### REQUIRED ACTION
An exact reproduction is required of the lines from the beginning of the entries through the line with "0 #9f9398) drop-shadow(-2px", pictures excluded and nothing added.

### Data records
*** Begin section ***

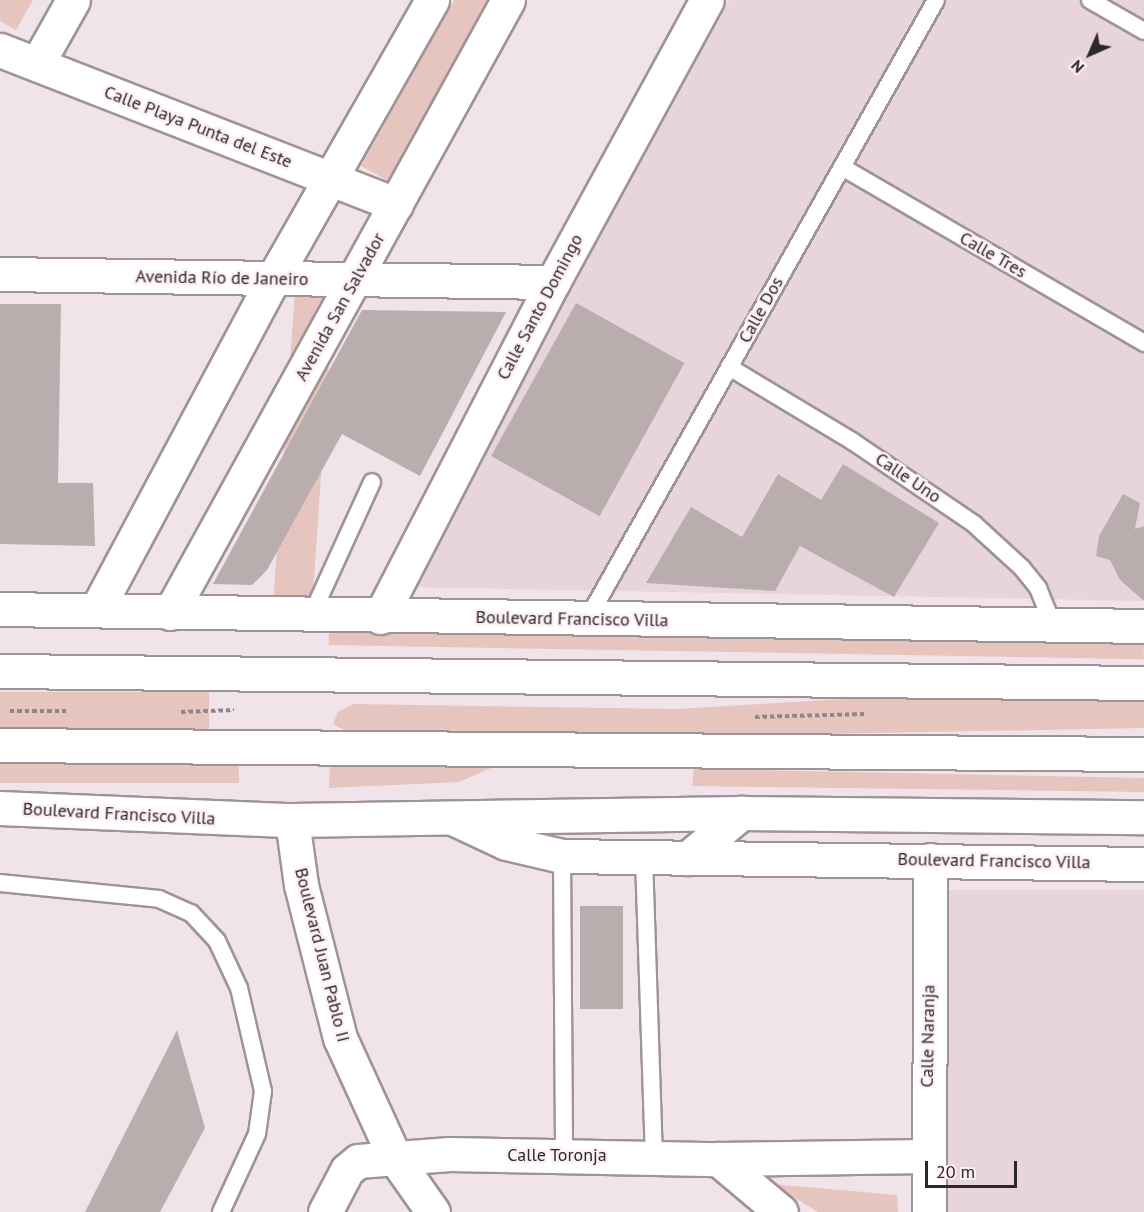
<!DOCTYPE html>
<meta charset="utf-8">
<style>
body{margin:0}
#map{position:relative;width:1144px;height:1212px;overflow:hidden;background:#f0e3e9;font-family:"PT Sans",sans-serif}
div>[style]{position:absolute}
.built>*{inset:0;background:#e8d4dd;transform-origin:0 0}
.green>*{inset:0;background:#e6c5be;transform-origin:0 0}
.building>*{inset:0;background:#baadae;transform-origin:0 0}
.path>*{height:4px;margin-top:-2px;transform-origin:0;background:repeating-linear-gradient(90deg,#8f868a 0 4.5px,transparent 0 7.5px)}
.roads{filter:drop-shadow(2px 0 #9f9398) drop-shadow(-2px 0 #9f9398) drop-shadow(0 2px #9f9398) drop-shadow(0 -2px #9f9398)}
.service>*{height:16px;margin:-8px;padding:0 8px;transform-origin:8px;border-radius:8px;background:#fff}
.minor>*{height:33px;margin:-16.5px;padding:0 16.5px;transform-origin:16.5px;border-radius:16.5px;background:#fff}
.tertiary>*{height:33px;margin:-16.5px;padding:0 16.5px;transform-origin:16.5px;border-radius:16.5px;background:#fff}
.secondary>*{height:33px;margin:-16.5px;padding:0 16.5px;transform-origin:16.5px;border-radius:16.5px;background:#fff}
.primary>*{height:33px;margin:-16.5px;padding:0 16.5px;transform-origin:16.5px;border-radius:16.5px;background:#fff}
span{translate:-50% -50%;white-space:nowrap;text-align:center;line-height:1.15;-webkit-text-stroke:5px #fdf0f6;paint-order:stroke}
.street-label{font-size:18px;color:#2c2729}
.north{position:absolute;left:1060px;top:24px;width:60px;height:60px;-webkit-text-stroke:4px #fdf0f6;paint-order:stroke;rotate:225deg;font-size:16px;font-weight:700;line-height:24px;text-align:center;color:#2c2729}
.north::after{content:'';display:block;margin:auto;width:21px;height:27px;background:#2c2729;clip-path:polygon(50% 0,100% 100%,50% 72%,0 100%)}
.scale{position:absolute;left:925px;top:1161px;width:92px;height:27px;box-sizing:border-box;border:3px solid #2c2729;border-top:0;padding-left:8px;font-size:18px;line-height:21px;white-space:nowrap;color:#2c2729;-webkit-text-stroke:4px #fdf0f6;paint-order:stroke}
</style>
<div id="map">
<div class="built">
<div style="clip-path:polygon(729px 0,1144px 0,1144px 601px,405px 587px)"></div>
<div style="left:942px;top:890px;width:202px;height:322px"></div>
</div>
<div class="green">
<div style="clip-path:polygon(0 0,33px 0,16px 30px,0 21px)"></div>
<div style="clip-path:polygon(454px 0,494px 0,394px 184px,361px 166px)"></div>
<div style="left:295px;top:290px;width:39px;height:337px;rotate:4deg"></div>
<div style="left:329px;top:629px;width:815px;height:16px;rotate:1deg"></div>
<div style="clip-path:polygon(977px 691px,1144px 698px,1144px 728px,499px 740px,353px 735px,333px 724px,338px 712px,353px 704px,678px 709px)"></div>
<div style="left:0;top:692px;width:209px;height:41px"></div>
<div style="clip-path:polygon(330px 760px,500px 764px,459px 782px,329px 788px)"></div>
<div style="left:0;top:762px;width:239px;height:21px"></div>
<div style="clip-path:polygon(694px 769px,1144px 778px,1144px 792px,692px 786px)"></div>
<div style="clip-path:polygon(772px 1184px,897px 1195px,898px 1212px,818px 1212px)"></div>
</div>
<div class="building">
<div style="left:576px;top:303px;width:124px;height:175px;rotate:29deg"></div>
<div style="clip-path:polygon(0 304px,61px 304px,58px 483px,93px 483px,95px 546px,0 544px)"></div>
<div style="clip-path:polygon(362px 310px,506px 312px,420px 476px,342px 434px,267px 570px,252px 585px,213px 584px)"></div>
<div style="clip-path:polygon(843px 464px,939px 523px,894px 597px,800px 546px,775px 591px,646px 583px,691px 507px,742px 537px,778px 474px,821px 500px)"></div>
<div style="clip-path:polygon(1123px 494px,1140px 503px,1135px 529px,1144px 526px,1144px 601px,1120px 580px,1110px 560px,1096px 556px,1099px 536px)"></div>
<div style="left:580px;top:906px;width:43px;height:103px"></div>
<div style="clip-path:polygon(177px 1030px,205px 1128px,160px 1212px,85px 1212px)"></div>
</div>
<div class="path">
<div style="left:10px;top:711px;width:56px"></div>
<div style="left:181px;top:712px;width:53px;rotate:-2.2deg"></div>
<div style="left:755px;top:717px;width:112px;rotate:-1.5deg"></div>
</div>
<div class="roads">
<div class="service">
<div style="left:1090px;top:0;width:62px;rotate:29.9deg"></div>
<div style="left:842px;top:167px;width:350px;rotate:30.2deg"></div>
<div style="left:729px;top:367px;width:144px;rotate:31deg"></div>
<div style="left:852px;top:441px;width:148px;rotate:34.2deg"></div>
<div style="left:974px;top:524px;width:65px;rotate:42.5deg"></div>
<div style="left:1022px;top:568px;width:26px;rotate:51deg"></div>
<div style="left:1038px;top:588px;width:40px;rotate:68deg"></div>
<div style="left:311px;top:616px;width:147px;rotate:-65.5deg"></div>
<div style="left:587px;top:620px;width:711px;rotate:-60.62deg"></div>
<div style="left:562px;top:856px;width:299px;rotate:89.6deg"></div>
<div style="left:644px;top:858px;width:298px;rotate:88.1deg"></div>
<div style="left:0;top:883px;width:160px;rotate:5.7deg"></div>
<div style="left:159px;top:899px;width:35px;rotate:24deg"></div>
<div style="left:191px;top:913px;width:38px;rotate:47deg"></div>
<div style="left:217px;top:941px;width:52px;rotate:64.9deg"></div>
<div style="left:239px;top:988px;width:106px;rotate:76.9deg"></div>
<div style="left:263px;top:1091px;width:43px;rotate:97.9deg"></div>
<div style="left:257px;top:1134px;width:86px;rotate:114.8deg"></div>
</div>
<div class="minor">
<div style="left:0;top:50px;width:425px;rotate:21.3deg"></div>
<div style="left:37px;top:64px;width:73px;rotate:-60.6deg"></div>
<div style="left:0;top:274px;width:553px;rotate:0.83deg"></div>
<div style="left:97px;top:609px;width:374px;rotate:-61.9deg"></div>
<div style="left:273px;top:279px;width:321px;rotate:-60.3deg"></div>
<div style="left:170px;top:613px;width:700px;rotate:-61.13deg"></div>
<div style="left:455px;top:819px;width:56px;rotate:25.2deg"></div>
<div style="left:506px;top:843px;width:57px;rotate:13.1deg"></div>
<div style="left:562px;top:856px;width:582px;rotate:0.79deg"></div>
<div style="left:718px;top:1159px;width:82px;rotate:40.1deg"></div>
<div style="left:325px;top:1212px;width:47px;rotate:-62.4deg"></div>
<div style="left:347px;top:1170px;width:14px;rotate:-39deg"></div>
<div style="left:358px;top:1161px;width:92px;rotate:-4.4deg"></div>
<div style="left:450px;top:1154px;width:268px;rotate:1.1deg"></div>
<div style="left:718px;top:1159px;width:209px;rotate:-0.8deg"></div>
<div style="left:929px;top:1212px;width:352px;rotate:-89.8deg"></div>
</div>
<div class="tertiary">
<div style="left:0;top:609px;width:1144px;rotate:0.85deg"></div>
<div style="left:380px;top:617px;width:377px;rotate:-62.7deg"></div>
<div style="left:553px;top:282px;width:321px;rotate:-61.4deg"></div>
<div style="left:0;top:808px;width:292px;rotate:2.4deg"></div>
<div style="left:292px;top:820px;width:449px;rotate:-0.9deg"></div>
<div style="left:741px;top:813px;width:403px;rotate:0.6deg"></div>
<div style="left:688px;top:858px;width:70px;rotate:-40.3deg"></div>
</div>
<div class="secondary">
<div style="left:292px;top:820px;width:66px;rotate:82.1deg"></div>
<div style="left:301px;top:885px;width:158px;rotate:75.7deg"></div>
<div style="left:340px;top:1038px;width:132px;rotate:65.4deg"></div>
<div style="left:395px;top:1158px;width:66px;rotate:54.9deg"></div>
</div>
<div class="primary">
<div style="left:0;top:671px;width:1144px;rotate:0.6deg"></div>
<div style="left:0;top:745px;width:1144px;rotate:0.45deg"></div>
</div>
</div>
<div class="street-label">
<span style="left:198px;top:127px;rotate:21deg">Calle Playa Punta del Este</span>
<span style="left:993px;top:255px;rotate:30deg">Calle Tres</span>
<span style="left:222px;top:278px;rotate:1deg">Avenida Río de Janeiro</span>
<span style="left:340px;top:307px;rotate:-61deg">Avenida San Salvador</span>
<span style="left:540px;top:307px;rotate:-62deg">Calle Santo Domingo</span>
<span style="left:761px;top:310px;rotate:-61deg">Calle Dos</span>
<span style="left:908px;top:478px;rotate:34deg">Calle Uno</span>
<span style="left:572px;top:619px;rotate:1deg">Boulevard Francisco Villa</span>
<span style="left:119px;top:814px;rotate:3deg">Boulevard Francisco Villa</span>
<span style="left:994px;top:861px;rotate:1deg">Boulevard Francisco Villa</span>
<span style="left:322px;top:955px;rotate:76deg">Boulevard Juan Pablo II</span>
<span style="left:928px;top:1036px;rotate:-89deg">Calle Naranja</span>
<span style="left:557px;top:1155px">Calle Toronja</span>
</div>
<div class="north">N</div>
<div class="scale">20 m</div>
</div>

*** End section ***

### REPLY
<!DOCTYPE html>
<meta charset="utf-8">
<style>
body{margin:0}
#map{position:relative;width:1144px;height:1212px;overflow:hidden;background:#f0e3e9;font-family:"PT Sans",sans-serif}
div>[style]{position:absolute}
.built>*{inset:0;background:#e8d4dd;transform-origin:0 0}
.green>*{inset:0;background:#e6c5be;transform-origin:0 0}
.building>*{inset:0;background:#baadae;transform-origin:0 0}
.path>*{height:4px;margin-top:-2px;transform-origin:0;background:repeating-linear-gradient(90deg,#8f868a 0 4.5px,transparent 0 7.5px)}
.roads{filter:drop-shadow(2px 0 #9f9398) drop-shadow(-2px 0 #9f9398) drop-shadow(0 2px #9f9398) drop-shadow(0 -2px #9f9398)}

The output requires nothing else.